The reluctance mirrors a societal misunderstanding of pain management, said U.S. Rep. Lois Capps, D-Santa Barbara. The registered nurse is co-sponsoring a pain care bill aimed at increasing research, community education and training of healthcare professionals.
People don’t understand their pain can be treated by therapy and other procedures, Capps said. They stockpile drugs because they don’t see any alternatives.
“Prescription drug fraud comes from a lack of good healthcare,” she said.
When the pain in his head and neck is at its radiating worst, Bob Ramos can’t do anything except rest or take the Vicodin that is used only for what he calls breakthrough attacks. He’s had three neck surgeries and traces his pain to high school football and a car crash when he was 22.
Brown’s plan praised
Like many pain patients, he worries about becoming too reliant on pain medication and no longer takes OxyContin because it’s too addictive. He praised Brown’s plan for an online prescription database.
“I think that’s great because there’s abuse out there,” he said, thinking of the people who do whatever they can to get painkillers. “You’re playing with a loaded gun.”
The state’s database already exists, made from mandatory prescription reports filed by doctors and pharmacies. But when doctors currently make requests for information, it can take three weeks to get a response, meaning the information is of little value.
An online system that provides instant access would give doctors and pharmacies more control, said Dr. Scott Fishman, a medical school professor at UC Davis and president of the American Pain Foundation. It would empower doctors to prescribe drugs without worrying about being duped.

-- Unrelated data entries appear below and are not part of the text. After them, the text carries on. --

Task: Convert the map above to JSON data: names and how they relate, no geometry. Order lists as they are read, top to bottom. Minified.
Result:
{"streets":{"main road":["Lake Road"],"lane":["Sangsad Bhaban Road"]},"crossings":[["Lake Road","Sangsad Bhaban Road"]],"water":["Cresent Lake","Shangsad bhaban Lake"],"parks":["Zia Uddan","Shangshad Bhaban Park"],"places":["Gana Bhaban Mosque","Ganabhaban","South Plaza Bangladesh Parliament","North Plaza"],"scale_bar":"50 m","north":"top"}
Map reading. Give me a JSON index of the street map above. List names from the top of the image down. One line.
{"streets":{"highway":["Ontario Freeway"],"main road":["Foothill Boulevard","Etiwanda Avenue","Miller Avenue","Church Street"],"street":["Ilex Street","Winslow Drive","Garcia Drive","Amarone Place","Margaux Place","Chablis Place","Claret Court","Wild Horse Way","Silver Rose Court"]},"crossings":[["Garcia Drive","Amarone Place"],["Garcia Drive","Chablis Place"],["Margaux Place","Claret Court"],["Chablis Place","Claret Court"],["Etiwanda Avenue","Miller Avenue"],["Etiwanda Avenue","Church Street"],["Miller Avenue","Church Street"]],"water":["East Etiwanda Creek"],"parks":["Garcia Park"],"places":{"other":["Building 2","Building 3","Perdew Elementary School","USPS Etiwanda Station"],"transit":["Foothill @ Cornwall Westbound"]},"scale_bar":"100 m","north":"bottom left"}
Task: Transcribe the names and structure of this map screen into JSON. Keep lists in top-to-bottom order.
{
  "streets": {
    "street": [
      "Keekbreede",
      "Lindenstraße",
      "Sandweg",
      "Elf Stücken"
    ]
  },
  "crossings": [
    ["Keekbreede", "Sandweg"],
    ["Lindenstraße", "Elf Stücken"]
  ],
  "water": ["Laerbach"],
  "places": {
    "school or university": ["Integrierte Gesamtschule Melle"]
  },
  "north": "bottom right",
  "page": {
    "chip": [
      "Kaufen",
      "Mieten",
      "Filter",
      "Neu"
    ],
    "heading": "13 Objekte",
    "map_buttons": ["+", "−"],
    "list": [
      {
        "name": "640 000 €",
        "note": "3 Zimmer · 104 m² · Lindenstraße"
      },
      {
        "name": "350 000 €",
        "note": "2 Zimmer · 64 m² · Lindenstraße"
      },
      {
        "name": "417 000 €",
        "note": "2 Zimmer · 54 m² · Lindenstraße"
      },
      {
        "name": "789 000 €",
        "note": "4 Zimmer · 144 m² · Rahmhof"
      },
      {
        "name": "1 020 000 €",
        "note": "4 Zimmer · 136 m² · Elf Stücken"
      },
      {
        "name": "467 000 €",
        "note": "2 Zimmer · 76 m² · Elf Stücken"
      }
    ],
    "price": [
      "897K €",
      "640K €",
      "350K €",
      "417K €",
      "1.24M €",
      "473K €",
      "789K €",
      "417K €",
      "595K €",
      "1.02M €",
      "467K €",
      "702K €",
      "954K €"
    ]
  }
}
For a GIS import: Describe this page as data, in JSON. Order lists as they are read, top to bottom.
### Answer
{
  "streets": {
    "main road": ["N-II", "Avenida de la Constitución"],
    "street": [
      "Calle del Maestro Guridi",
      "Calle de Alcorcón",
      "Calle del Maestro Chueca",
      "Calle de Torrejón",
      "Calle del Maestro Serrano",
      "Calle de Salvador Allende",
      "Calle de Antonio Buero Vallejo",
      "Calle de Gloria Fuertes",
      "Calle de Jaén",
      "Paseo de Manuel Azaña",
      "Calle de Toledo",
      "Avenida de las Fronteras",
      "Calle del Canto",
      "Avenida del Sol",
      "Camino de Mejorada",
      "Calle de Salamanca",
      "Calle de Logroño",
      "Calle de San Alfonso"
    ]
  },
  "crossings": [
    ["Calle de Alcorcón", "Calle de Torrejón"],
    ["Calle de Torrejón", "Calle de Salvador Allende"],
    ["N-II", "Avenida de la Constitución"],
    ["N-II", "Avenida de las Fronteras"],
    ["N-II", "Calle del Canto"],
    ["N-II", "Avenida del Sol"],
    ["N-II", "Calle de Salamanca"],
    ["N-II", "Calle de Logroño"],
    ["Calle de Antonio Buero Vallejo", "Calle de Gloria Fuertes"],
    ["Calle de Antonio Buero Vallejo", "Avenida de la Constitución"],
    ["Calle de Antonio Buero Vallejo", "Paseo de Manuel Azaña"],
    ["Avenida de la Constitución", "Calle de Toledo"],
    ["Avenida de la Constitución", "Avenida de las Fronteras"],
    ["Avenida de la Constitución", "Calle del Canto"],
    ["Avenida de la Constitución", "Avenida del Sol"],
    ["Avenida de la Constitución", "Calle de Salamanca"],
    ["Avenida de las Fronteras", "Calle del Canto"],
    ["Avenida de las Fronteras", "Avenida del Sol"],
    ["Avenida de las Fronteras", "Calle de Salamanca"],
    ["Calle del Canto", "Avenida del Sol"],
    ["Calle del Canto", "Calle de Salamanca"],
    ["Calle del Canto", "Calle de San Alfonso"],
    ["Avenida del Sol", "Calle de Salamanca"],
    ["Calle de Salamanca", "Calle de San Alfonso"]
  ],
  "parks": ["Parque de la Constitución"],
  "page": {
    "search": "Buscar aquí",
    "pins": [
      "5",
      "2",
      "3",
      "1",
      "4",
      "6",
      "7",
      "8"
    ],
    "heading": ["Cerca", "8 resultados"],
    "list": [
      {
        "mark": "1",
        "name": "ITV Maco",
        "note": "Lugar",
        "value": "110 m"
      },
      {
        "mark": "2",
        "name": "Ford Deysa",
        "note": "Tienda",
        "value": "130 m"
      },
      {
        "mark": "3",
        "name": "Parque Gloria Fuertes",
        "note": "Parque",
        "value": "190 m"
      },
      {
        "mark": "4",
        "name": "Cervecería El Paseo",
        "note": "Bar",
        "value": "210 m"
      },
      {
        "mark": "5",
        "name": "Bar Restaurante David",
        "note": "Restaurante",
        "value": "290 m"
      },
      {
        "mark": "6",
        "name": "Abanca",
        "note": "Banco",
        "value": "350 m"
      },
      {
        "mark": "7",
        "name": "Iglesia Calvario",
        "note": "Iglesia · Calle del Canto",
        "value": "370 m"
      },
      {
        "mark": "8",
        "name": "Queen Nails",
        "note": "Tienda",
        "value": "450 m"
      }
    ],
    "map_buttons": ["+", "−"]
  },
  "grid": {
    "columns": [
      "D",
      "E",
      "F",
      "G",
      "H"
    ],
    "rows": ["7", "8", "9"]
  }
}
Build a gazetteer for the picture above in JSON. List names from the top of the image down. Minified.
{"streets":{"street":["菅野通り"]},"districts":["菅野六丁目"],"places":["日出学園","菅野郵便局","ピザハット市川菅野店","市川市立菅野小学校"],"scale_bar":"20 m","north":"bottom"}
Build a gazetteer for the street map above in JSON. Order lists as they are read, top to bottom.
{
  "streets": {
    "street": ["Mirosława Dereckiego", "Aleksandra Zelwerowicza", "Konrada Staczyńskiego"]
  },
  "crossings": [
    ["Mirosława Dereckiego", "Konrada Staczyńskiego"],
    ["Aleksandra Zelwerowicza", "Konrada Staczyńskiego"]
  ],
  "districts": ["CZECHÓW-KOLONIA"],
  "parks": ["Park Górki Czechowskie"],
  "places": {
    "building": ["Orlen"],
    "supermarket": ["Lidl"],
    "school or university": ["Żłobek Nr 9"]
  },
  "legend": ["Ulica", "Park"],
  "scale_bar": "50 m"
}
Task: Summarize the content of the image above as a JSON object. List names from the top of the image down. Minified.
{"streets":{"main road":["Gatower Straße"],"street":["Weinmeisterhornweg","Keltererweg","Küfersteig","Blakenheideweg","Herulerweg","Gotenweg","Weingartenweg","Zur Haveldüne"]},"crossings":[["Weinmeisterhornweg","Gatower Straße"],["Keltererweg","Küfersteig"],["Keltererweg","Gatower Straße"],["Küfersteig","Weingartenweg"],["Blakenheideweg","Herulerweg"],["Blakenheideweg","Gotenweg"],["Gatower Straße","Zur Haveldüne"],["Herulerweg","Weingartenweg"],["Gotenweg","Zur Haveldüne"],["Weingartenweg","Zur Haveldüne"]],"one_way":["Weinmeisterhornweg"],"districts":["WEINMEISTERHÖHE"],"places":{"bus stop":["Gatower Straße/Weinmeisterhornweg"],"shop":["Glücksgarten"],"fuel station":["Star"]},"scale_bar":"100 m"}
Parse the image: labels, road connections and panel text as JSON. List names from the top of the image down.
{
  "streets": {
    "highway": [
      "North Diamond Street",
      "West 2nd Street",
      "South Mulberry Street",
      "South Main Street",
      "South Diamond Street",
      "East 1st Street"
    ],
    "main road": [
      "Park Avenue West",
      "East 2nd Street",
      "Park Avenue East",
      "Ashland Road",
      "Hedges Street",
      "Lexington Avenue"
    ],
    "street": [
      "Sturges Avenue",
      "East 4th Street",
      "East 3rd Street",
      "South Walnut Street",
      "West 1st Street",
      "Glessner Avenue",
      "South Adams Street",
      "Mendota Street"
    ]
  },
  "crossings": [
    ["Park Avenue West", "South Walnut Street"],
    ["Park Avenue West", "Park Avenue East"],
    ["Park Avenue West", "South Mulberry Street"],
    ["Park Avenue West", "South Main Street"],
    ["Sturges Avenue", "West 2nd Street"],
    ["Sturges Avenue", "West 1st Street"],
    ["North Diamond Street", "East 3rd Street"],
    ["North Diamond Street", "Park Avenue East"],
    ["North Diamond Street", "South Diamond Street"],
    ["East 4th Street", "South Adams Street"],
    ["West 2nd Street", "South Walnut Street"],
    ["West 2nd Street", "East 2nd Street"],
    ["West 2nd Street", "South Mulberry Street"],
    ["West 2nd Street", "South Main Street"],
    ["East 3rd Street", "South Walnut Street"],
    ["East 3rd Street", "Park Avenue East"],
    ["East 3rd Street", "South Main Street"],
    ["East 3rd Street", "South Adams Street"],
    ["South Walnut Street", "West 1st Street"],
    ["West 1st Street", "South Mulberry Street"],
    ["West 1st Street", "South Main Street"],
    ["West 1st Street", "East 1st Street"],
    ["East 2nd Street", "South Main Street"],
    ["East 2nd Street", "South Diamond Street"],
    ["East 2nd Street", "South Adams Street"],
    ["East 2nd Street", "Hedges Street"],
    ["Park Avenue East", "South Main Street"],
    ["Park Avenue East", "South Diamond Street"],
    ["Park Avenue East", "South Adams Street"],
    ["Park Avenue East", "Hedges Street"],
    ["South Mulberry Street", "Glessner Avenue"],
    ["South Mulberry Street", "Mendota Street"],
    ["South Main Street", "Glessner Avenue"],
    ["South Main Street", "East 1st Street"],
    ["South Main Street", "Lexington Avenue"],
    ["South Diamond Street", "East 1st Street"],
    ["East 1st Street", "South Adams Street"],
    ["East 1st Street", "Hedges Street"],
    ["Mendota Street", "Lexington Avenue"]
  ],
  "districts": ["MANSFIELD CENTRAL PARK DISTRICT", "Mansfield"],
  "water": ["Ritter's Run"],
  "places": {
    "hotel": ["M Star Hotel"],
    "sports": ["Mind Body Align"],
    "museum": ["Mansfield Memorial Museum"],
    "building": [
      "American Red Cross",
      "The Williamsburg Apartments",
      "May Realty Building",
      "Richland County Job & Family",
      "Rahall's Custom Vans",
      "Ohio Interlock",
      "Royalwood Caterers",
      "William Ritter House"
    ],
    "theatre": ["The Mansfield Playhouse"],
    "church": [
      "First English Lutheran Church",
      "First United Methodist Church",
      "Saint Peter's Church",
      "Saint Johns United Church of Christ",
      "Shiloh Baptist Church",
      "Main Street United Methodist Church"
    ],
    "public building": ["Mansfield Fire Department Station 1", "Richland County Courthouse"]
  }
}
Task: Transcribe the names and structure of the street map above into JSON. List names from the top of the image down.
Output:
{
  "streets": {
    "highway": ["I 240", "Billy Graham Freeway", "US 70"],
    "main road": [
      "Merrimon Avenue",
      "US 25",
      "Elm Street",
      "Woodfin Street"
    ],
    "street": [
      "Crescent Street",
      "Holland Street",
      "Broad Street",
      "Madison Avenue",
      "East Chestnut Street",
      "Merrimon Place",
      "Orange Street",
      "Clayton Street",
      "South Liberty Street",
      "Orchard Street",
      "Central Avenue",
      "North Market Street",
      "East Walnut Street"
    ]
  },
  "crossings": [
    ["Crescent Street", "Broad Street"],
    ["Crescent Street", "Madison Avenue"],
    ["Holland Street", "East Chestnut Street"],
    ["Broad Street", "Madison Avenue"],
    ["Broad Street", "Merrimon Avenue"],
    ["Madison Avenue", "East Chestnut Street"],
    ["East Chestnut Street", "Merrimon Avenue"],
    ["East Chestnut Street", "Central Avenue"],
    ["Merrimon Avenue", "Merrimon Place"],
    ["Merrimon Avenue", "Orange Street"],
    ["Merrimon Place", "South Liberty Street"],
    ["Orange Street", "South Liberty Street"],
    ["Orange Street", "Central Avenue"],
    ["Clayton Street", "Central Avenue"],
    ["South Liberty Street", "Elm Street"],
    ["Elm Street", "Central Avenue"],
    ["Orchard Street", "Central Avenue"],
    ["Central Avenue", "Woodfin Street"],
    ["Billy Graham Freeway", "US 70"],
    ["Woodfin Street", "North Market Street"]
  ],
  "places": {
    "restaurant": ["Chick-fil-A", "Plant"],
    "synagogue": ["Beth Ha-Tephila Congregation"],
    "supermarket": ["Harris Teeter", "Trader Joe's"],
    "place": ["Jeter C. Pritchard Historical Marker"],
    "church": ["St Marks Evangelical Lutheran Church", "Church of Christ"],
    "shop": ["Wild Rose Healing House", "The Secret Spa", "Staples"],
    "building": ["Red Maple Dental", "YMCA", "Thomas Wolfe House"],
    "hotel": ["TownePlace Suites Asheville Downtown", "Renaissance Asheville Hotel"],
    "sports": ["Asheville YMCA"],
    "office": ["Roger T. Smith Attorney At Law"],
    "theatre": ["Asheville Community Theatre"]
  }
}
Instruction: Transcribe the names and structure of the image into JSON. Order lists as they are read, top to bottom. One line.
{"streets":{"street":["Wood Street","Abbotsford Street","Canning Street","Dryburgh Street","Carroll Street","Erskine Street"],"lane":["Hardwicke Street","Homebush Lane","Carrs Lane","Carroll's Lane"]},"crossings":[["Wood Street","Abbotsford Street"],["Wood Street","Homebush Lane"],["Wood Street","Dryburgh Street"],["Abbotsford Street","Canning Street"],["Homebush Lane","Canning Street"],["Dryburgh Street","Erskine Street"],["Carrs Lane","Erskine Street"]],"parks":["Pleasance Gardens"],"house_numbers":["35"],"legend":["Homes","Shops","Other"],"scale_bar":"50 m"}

Diesfeld of Ventura worries the database may have gaps, meaning doctors and pharmacies could still make mistakes. Fishman worries doctors could see the plan as an attempt by law enforcement to catch doctors who make a mistake.
Brown brusquely rejects the criticism, worrying only about the money needed to create the system. The state’s $15 billion deficit means the $3.5 million will have to come from outside sources. That fundraising drive is being led by the Troy and Alana Pack Foundation, named for children killed by a driver who was using prescription medication that came from multiple doctors.
The attorney general sees the database as a way to make prescriptions transparent. “This to me is a no-brainer,” he said, “and if there are abuses, we will crack down on them.”